По нему мы получались совершенно бесправными.
Договор был написан госпожой Мюллер от руки – прыгающими, дрожащими буквами. Поэтому я только в третий вечер заметила, что договор-то не на нее. Что основным квартиросъемщиком был ее сын.
Я обложилась книгами по праву – мне казалось, я иду по следу, и от этого было не заснуть.
Вырисовывалась маленькая – но замысловатая – схема ухода от налогов с помощью семейных связей. Интересно, сколько у нее таких схем? Ведь действительно, если платить все налоги со сдачи всех квартир, на торшеры в югендстиле средств не хватит.
– Госпожа Мюллер, – никогда еще я никого не шантажировала и теперь была сама себе противна. И сухое лицо с жесткими губами, и надменный взгляд мне тоже противны, потому что это из-за нее мне приходится нападать, превращаться в шантажистку, угрожать. – Госпожа Мюллер, боюсь, если мы не получим наш залог – вы же ведь хорошо знаете, что причин удерживать его нет, – мне придется прогуляться до районного отделения налогового ведомства с договором. И выпиской из реестра о прописке – прописке вашего сына.
Она сначала посерела, потом пожелтела, потом покраснела. Глаза заметались, закосили и помутнели. Она перестала быть надменной. Она менялась словно слепленная из пластилина – словно игрушка-трансформер, из владычицы превращаясь в червя.
– Вам все отдаст сын, – такой я ее еще не видела. Впервые ее кто-то вывел из равновесия, выкинул из роли барыни.
Сына зовут красивым французским именем Патрик – с ударением на последний слог, – он кажется совершенно нормальным, но я знаю, что это просто кажется. Сколько ему лет – сорок, сорок пять? Высокий лоб, копна волос, элегантный шарф – он словно только что из кафе в Сен-Жермен. Вы же понимаете, у нас не было другого выхода – говорю я ему. Он только молча кивает – словно говоря «ну мы попробовали, не получилось. Бывает – в следующий раз обязательно получится», – и подписывает все, что я хочу.

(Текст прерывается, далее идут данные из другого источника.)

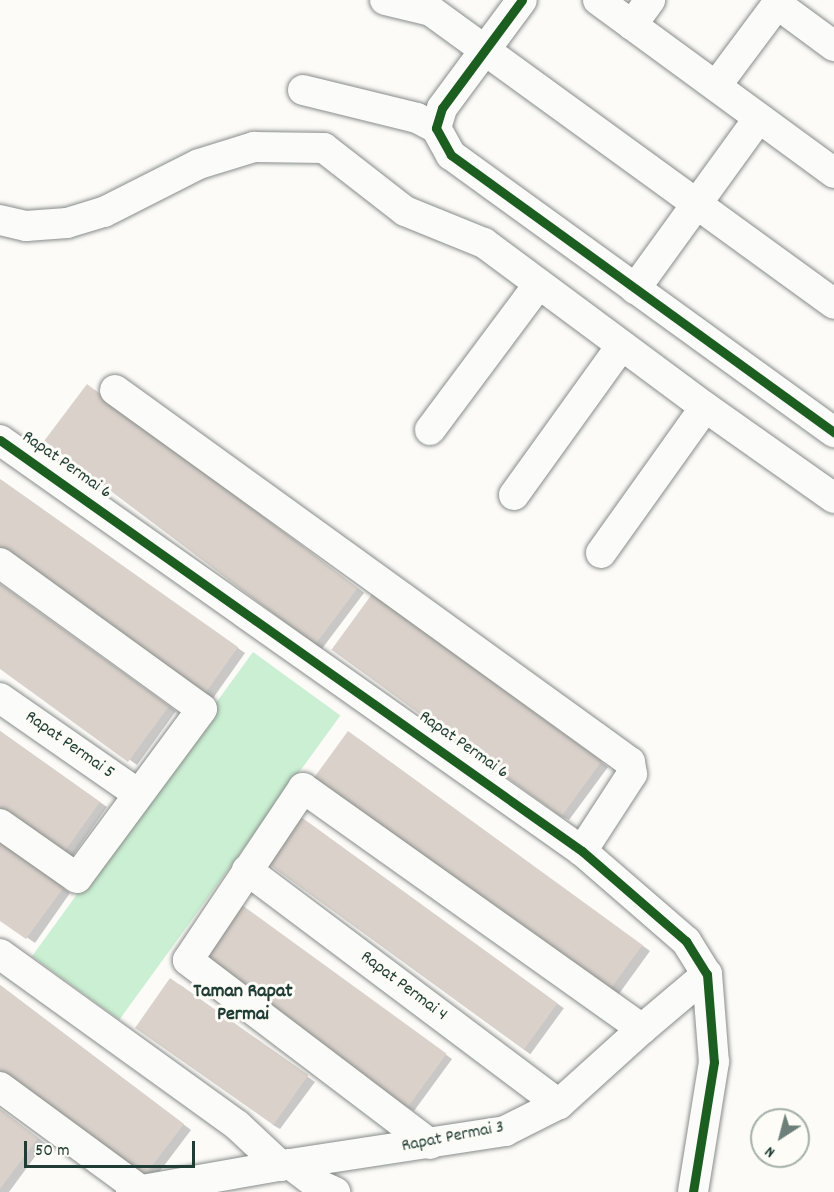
<!DOCTYPE html>
<style>
body{margin:0}
#map{position:relative;width:834px;height:1192px;overflow:hidden;background:#fcfbf8;font-family:Dekko,sans-serif}
div>[style]{position:absolute}
.green>*{inset:0;background:#caefd2;transform-origin:0 0}
.shadow>*{inset:0;background:#0003;transform-origin:0 0}
.building>*{inset:0;background:#dad1ca;transform-origin:0 0}
.roads{filter:drop-shadow(0 0 2px #888d8a) drop-shadow(0 0 2px #888d8a)}
.minor>*{height:30px;margin:-15px;padding:0 15px;transform-origin:15px;border-radius:15px;background:#fbfbf9}
.cycleway>*{height:9px;margin:-4.5px;padding:0 4.5px;transform-origin:4.5px;border-radius:4.5px;background:#1b5e20}
span{translate:-50% -50%;white-space:nowrap;text-align:center;line-height:1.15;-webkit-text-stroke:6px #fdfcf7;paint-order:stroke}
.street-label{font-size:18px;color:#1f3d34}
.neighbourhood-label{font-size:20px;color:#1f3d34;font-weight:700}
.north{position:absolute;left:750px;top:1108px;width:60px;height:60px;box-sizing:border-box;background:#fdfcf7;border:2px solid #a4b0a9;border-radius:50%;rotate:216deg;font-size:16px;font-weight:700;line-height:24px;text-align:center;color:#1f3d34}
.north::after{content:'';display:block;margin:auto;width:21px;height:27px;background:#6c8079;clip-path:polygon(50% 0,100% 100%,50% 72%,0 100%)}
.scale{position:absolute;left:24px;top:1141px;width:171px;height:27px;box-sizing:border-box;border:3px solid #1f3d34;border-top:0;padding-left:8px;font-size:18px;line-height:21px;white-space:nowrap;color:#1f3d34;-webkit-text-stroke:4px #fdfcf7;paint-order:stroke}
</style>
<div id="map">
<div class="green">
<i style="left:253px;top:652px;width:108px;height:376px;rotate:36deg"></i>
</div>
<div class="shadow">
<i style="left:95px;top:390px;width:337px;height:71px;rotate:37deg"></i>
<i style="clip-path:polygon(0 479px,245px 653px,211px 701px)"></i>
<i style="clip-path:polygon(0 584px,176px 711px,137px 765px,0 667px)"></i>
<i style="clip-path:polygon(380px 600px,608px 767px,569px 820px,561px 816px)"></i>
<i style="clip-path:polygon(0 731px,107px 807px,71px 858px,0 808px)"></i>
<i style="clip-path:polygon(356px 737px,650px 951px,616px 998px)"></i>
<i style="left:309px;top:823px;width:315px;height:57px;rotate:36deg"></i>
<i style="clip-path:polygon(0 842px,70px 893px,35px 943px,0 919px)"></i>
<i style="clip-path:polygon(250px 912px,452px 1059px,414px 1111px,407px 1107px)"></i>
<i style="clip-path:polygon(179px 984px,315px 1082px,280px 1129px,273px 1125px)"></i>
<i style="clip-path:polygon(0 985px,191px 1130px,151px 1183px,0 1069px)"></i>
<i style="clip-path:polygon(0 1109px,45px 1143px,9px 1192px,0 1192px)"></i>
</div>
<div class="building">
<i style="left:87px;top:384px;width:339px;height:71px;rotate:37deg"></i>
<i style="clip-path:polygon(0 479px,238px 647px,202px 698px,0 555px)"></i>
<i style="clip-path:polygon(0 584px,169px 706px,128px 762px,0 669px)"></i>
<i style="left:372px;top:594px;width:284px;height:69px;rotate:36deg"></i>
<i style="clip-path:polygon(0 731px,100px 802px,62px 855px,0 810px)"></i>
<i style="left:348px;top:731px;width:364px;height:61px;rotate:36deg"></i>
<i style="left:301px;top:817px;width:317px;height:57px;rotate:36deg"></i>
<i style="clip-path:polygon(0 841px,64px 887px,26px 939px,0 921px)"></i>
<i style="left:242px;top:905px;width:253px;height:68px;rotate:36deg"></i>
<i style="left:170px;top:978px;width:169px;height:61px;rotate:35deg"></i>
<i style="clip-path:polygon(0 985px,184px 1124px,142px 1179px,0 1071px)"></i>
<i style="clip-path:polygon(0 1109px,38px 1138px,0 1189px)"></i>
</div>
<div class="roads">
<div class="minor">
<i style="left:385px;top:0;width:47px;rotate:13.4deg"></i>
<i style="left:431px;top:11px;width:498px;rotate:36deg"></i>
<i style="left:598px;top:0;width:293px;rotate:36.2deg"></i>
<i style="left:777px;top:4px;width:71px;rotate:36.4deg"></i>
<i style="left:632px;top:25px;width:31px;rotate:-54deg"></i>
<i style="left:716px;top:86px;width:107px;rotate:-53.3deg"></i>
<i style="left:303px;top:90px;width:117px;rotate:13.8deg"></i>
<i style="left:417px;top:118px;width:21px;rotate:28deg"></i>
<i style="left:436px;top:128px;width:31px;rotate:61deg"></i>
<i style="left:451px;top:155px;width:473px;rotate:35.9deg"></i>
<i style="left:436px;top:128px;width:21px;rotate:-73deg"></i>
<i style="left:442px;top:108px;width:134px;rotate:-53.5deg"></i>
<i style="left:0;top:220px;width:27px;rotate:13deg"></i>
<i style="left:26px;top:226px;width:41px;rotate:-4.2deg"></i>
<i style="left:67px;top:223px;width:39px;rotate:-17deg"></i>
<i style="left:104px;top:212px;width:106px;rotate:-26.8deg"></i>
<i style="left:199px;top:164px;width:58px;rotate:-17.2deg"></i>
<i style="left:254px;top:147px;width:70px;rotate:0.8deg"></i>
<i style="left:324px;top:148px;width:103px;rotate:37.9deg"></i>
<i style="left:405px;top:211px;width:85px;rotate:22.1deg"></i>
<i style="left:484px;top:243px;width:275px;rotate:36.6deg"></i>
<i style="left:705px;top:407px;width:158px;rotate:35.2deg"></i>
<i style="left:635px;top:289px;width:211px;rotate:-54.1deg"></i>
<i style="left:115px;top:390px;width:635px;rotate:35.84deg"></i>
<i style="left:630px;top:762px;width:12px;rotate:81deg"></i>
<i style="left:632px;top:774px;width:92px;rotate:123deg"></i>
<i style="left:430px;top:430px;width:181px;rotate:-53.3deg"></i>
<i style="left:0;top:440px;width:712px;rotate:35.23deg"></i>
<i style="left:582px;top:851px;width:138px;rotate:40.9deg"></i>
<i style="left:686px;top:941px;width:39px;rotate:58deg"></i>
<i style="left:707px;top:974px;width:88px;rotate:85.5deg"></i>
<i style="left:714px;top:1062px;width:132px;rotate:99.2deg"></i>
<i style="left:514px;top:495px;width:183px;rotate:-54.3deg"></i>
<i style="left:601px;top:553px;width:179px;rotate:-54.5deg"></i>
<i style="left:0;top:563px;width:249px;rotate:35.9deg"></i>
<i style="left:202px;top:709px;width:210px;rotate:126.5deg"></i>
<i style="left:77px;top:878px;width:94px;rotate:-145deg"></i>
<i style="left:0;top:698px;width:168px;rotate:34.8deg"></i>
<i style="left:247px;top:870px;width:390px;rotate:36.9deg"></i>
<i style="left:0;top:954px;width:292px;rotate:35.8deg"></i>
<i style="left:237px;top:1125px;width:60px;rotate:43deg"></i>
<i style="left:0;top:1087px;width:174px;rotate:36.3deg"></i>
<i style="left:430px;top:1144px;width:304px;rotate:-142.8deg"></i>
<i style="left:188px;top:960px;width:207px;rotate:-56.2deg"></i>
<i style="left:303px;top:788px;width:416px;rotate:35.4deg"></i>
<i style="left:290px;top:1164px;width:34px;rotate:37deg"></i>
<i style="left:317px;top:1184px;width:20px;rotate:24deg"></i>
<i style="left:131px;top:1192px;width:161px;rotate:-10deg"></i>
<i style="left:290px;top:1164px;width:218px;rotate:-8.7deg"></i>
<i style="left:505px;top:1131px;width:60px;rotate:-26.6deg"></i>
<i style="left:559px;top:1104px;width:112px;rotate:-42.1deg"></i>
<i style="left:642px;top:1029px;width:85px;rotate:-40.2deg"></i>
</div>
</div>
<div class="cycleway">
<i style="left:522px;top:0;width:134px;rotate:126.5deg"></i>
<i style="left:442px;top:108px;width:21px;rotate:107deg"></i>
<i style="left:436px;top:128px;width:31px;rotate:61deg"></i>
<i style="left:451px;top:155px;width:473px;rotate:35.9deg"></i>
<i style="left:0;top:440px;width:712px;rotate:35.23deg"></i>
<i style="left:582px;top:851px;width:138px;rotate:40.9deg"></i>
<i style="left:686px;top:941px;width:39px;rotate:58deg"></i>
<i style="left:707px;top:974px;width:88px;rotate:85.5deg"></i>
<i style="left:714px;top:1062px;width:132px;rotate:99.2deg"></i>
</div>
<div class="street-label">
<span style="left:66px;top:466px;rotate:35deg">Rapat Permai 6</span>
<span style="left:69px;top:746px;rotate:35deg">Rapat Permai 5</span>
<span style="left:463px;top:746px;rotate:35deg">Rapat Permai 6</span>
<span style="left:403px;top:987px;rotate:37deg">Rapat Permai 4</span>
<span style="left:453px;top:1138px;rotate:-11deg">Rapat Permai 3</span>
</div>
<div class="neighbourhood-label">
<span style="left:243px;top:1004px">Taman Rapat<br>Permai</span>
</div>
<div class="north">N</div>
<div class="scale">50 m</div>
</div>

На улице рядом с его домом на другом конце Вены – улица тоже рядится под французский бульвар – платаны пятнистыми стволами ловят солнечных зайцев и шелестят жесткими, будто стрекоза потеряла крыло, листьями. Вдруг до боли хочется просто почувствовать себя туристом – обычным, которому наплевать на то, что там, за фасадами, который может радоваться жизни, просто фантазируя себе страну за ними. И я захожу в маленькую булочную, где можно выпить кофе, стоя за столиком на ножке, рассматривая притворившуюся Парижем венскую улицу.
Завтра Рома будет кряхтеть и ругаться, снося чемоданы по широким лестницам, чтобы погрузить их в машину, – мы так мало жили тут, у нас совсем нет мебели, если не считать детскую Сонину кроватку из Зальцбурга, но оказалось, мы обросли таким количеством вещей, что ими два раза можно забить его микроавтобус.